____ Input data
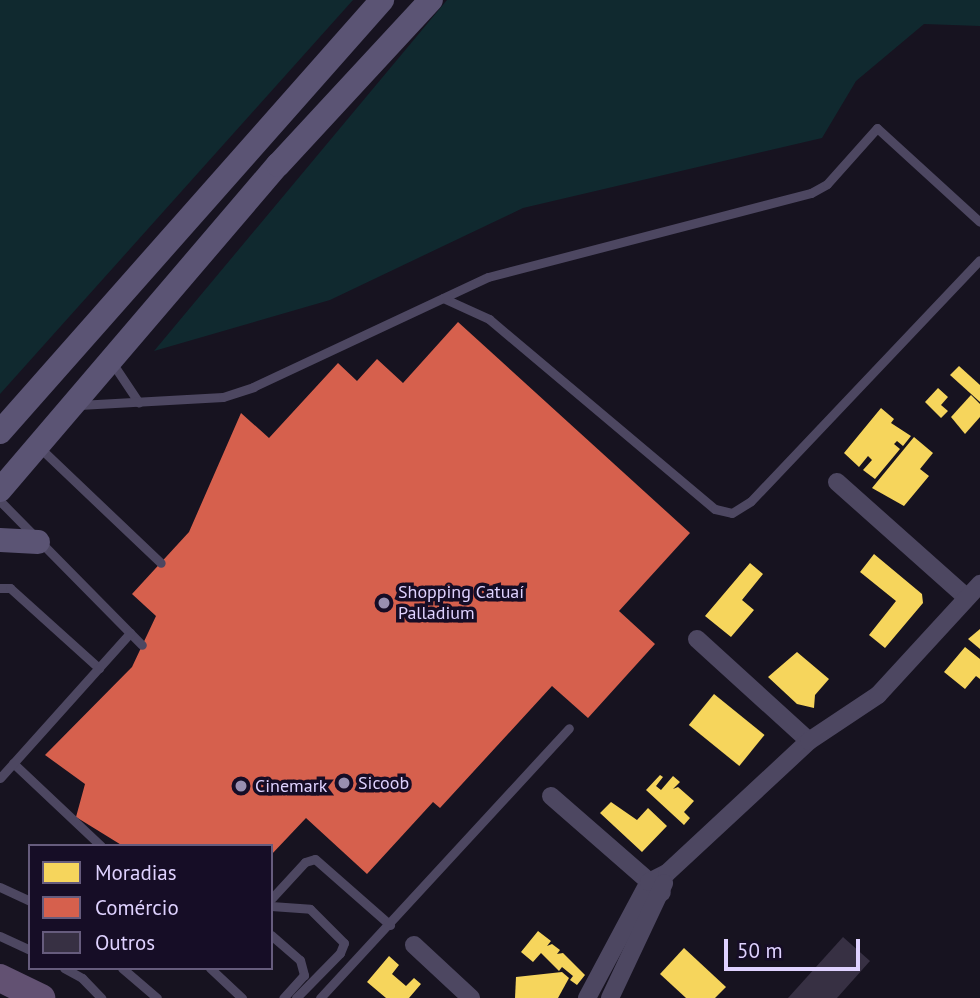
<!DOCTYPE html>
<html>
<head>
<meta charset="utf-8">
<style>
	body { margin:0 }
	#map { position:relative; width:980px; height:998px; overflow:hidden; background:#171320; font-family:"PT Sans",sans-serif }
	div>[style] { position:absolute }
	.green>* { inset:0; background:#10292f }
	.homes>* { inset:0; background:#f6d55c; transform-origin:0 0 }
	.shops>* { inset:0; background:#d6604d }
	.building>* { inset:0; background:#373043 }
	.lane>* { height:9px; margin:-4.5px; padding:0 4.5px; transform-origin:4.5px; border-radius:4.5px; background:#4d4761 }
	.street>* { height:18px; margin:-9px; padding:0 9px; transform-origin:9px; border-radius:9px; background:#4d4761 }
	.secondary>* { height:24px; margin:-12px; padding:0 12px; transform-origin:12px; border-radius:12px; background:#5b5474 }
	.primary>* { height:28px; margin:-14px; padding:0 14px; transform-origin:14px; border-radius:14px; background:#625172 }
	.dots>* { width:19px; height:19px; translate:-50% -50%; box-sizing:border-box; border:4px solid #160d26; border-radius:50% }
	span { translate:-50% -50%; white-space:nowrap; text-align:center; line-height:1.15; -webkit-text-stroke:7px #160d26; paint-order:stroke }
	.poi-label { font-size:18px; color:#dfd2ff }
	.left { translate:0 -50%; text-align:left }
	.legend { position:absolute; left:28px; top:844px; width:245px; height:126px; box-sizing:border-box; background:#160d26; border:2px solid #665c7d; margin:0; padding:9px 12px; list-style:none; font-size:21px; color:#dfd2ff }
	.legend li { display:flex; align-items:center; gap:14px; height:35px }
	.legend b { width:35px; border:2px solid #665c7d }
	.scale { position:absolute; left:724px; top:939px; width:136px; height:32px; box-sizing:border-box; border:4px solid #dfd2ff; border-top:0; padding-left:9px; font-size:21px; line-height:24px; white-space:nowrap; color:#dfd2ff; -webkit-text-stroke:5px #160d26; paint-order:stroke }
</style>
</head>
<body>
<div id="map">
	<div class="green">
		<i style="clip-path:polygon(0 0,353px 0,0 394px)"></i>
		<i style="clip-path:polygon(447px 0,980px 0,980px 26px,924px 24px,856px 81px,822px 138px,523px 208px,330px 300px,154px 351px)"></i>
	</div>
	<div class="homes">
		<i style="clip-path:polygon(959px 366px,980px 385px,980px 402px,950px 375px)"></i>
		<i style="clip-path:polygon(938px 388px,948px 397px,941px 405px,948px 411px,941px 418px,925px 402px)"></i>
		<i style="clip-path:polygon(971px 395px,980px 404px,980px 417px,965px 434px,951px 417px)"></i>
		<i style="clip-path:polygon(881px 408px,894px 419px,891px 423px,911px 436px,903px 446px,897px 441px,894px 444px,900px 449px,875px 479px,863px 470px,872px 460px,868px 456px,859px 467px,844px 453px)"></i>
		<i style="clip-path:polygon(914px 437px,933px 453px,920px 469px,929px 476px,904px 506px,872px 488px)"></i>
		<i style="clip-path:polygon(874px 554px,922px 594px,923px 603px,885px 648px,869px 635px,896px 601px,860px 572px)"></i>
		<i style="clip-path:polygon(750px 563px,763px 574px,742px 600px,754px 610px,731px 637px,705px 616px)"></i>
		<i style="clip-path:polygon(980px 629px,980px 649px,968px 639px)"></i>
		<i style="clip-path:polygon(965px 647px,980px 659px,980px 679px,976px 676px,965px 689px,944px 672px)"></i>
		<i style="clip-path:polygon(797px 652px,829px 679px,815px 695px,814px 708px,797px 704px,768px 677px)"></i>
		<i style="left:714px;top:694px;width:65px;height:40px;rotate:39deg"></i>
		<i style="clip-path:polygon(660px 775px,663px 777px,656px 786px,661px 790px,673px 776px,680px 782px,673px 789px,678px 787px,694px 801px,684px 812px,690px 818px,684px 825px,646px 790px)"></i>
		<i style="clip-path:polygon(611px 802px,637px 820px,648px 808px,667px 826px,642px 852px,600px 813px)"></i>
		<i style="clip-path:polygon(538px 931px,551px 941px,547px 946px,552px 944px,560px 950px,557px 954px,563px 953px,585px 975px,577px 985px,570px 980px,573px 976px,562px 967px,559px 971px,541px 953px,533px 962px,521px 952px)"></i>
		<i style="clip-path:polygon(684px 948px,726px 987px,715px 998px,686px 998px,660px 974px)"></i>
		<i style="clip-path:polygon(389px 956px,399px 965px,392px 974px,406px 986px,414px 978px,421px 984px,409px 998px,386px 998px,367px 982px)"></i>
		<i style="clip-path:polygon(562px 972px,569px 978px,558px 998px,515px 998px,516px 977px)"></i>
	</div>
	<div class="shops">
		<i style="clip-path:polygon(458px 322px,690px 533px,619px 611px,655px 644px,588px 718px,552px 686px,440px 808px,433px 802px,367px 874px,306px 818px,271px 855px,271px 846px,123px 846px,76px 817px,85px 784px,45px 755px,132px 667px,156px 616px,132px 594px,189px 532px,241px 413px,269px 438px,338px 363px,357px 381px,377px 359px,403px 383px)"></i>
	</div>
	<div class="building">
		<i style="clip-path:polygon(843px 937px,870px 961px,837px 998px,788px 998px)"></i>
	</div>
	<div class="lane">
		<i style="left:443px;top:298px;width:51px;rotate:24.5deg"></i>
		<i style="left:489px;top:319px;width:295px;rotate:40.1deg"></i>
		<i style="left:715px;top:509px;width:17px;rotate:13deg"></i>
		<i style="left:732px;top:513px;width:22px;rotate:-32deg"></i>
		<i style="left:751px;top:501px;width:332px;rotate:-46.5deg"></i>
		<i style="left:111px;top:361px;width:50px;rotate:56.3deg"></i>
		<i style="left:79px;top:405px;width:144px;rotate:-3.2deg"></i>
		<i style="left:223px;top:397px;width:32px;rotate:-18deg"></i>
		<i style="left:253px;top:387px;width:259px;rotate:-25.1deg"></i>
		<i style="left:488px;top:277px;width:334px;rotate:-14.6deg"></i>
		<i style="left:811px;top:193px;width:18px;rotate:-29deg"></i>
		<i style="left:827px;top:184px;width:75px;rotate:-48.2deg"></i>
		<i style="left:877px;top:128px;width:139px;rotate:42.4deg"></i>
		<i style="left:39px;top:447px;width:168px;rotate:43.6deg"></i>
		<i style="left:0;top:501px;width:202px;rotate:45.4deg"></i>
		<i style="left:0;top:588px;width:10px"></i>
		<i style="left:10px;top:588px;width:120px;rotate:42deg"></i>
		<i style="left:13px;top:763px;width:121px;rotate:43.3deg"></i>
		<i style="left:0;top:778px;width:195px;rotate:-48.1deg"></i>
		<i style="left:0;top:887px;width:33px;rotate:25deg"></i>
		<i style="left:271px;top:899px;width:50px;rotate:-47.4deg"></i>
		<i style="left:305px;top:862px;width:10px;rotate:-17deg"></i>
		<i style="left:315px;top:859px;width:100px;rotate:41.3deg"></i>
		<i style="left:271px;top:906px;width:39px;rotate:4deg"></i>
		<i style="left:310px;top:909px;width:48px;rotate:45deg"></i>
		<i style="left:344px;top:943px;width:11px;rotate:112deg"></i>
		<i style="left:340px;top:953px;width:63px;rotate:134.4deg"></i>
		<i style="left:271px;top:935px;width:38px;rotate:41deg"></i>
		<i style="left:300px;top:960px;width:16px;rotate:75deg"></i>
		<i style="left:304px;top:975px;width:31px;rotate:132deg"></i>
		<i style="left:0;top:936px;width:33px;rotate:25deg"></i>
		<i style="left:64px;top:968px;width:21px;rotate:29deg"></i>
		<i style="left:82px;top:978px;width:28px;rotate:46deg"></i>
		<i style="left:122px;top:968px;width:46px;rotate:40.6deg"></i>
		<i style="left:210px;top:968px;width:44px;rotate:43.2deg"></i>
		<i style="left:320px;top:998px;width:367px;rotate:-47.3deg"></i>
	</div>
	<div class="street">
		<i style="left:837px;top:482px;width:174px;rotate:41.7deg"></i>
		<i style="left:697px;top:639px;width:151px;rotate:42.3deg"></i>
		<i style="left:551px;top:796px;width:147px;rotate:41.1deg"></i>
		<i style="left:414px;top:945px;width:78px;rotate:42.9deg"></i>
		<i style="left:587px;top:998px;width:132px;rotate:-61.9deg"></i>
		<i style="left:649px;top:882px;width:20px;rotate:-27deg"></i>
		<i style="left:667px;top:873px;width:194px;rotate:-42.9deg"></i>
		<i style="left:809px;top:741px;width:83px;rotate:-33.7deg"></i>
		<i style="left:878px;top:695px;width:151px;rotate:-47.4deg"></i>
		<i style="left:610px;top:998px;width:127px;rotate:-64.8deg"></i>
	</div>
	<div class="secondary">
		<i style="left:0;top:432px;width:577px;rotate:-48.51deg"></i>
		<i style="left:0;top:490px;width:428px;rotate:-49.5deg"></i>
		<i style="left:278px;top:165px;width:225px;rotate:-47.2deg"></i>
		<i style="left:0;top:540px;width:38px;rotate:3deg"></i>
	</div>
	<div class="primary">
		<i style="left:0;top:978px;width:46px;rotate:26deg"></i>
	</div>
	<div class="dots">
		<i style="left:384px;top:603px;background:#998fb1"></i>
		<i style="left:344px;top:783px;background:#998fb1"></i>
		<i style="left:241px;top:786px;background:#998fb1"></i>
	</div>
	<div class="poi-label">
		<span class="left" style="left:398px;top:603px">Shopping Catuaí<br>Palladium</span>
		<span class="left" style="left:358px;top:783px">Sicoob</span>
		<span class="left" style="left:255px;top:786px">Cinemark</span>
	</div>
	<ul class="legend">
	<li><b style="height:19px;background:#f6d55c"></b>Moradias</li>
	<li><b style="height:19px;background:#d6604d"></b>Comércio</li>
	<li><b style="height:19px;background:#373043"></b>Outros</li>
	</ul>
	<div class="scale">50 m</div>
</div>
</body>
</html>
________
What the exercise asks
Give back exactly the lines from the top of the records to the line containing "height:9px; margin:-4.5px; padding:0", both included, and no pictures.

Solution below
<!DOCTYPE html>
<html>
<head>
<meta charset="utf-8">
<style>
	body { margin:0 }
	#map { position:relative; width:980px; height:998px; overflow:hidden; background:#171320; font-family:"PT Sans",sans-serif }
	div>[style] { position:absolute }
	.green>* { inset:0; background:#10292f }
	.homes>* { inset:0; background:#f6d55c; transform-origin:0 0 }
	.shops>* { inset:0; background:#d6604d }
	.building>* { inset:0; background:#373043 }
	.lane>* { height:9px; margin:-4.5px; padding:0 4.5px; transform-origin:4.5px; border-radius:4.5px; background:#4d4761 }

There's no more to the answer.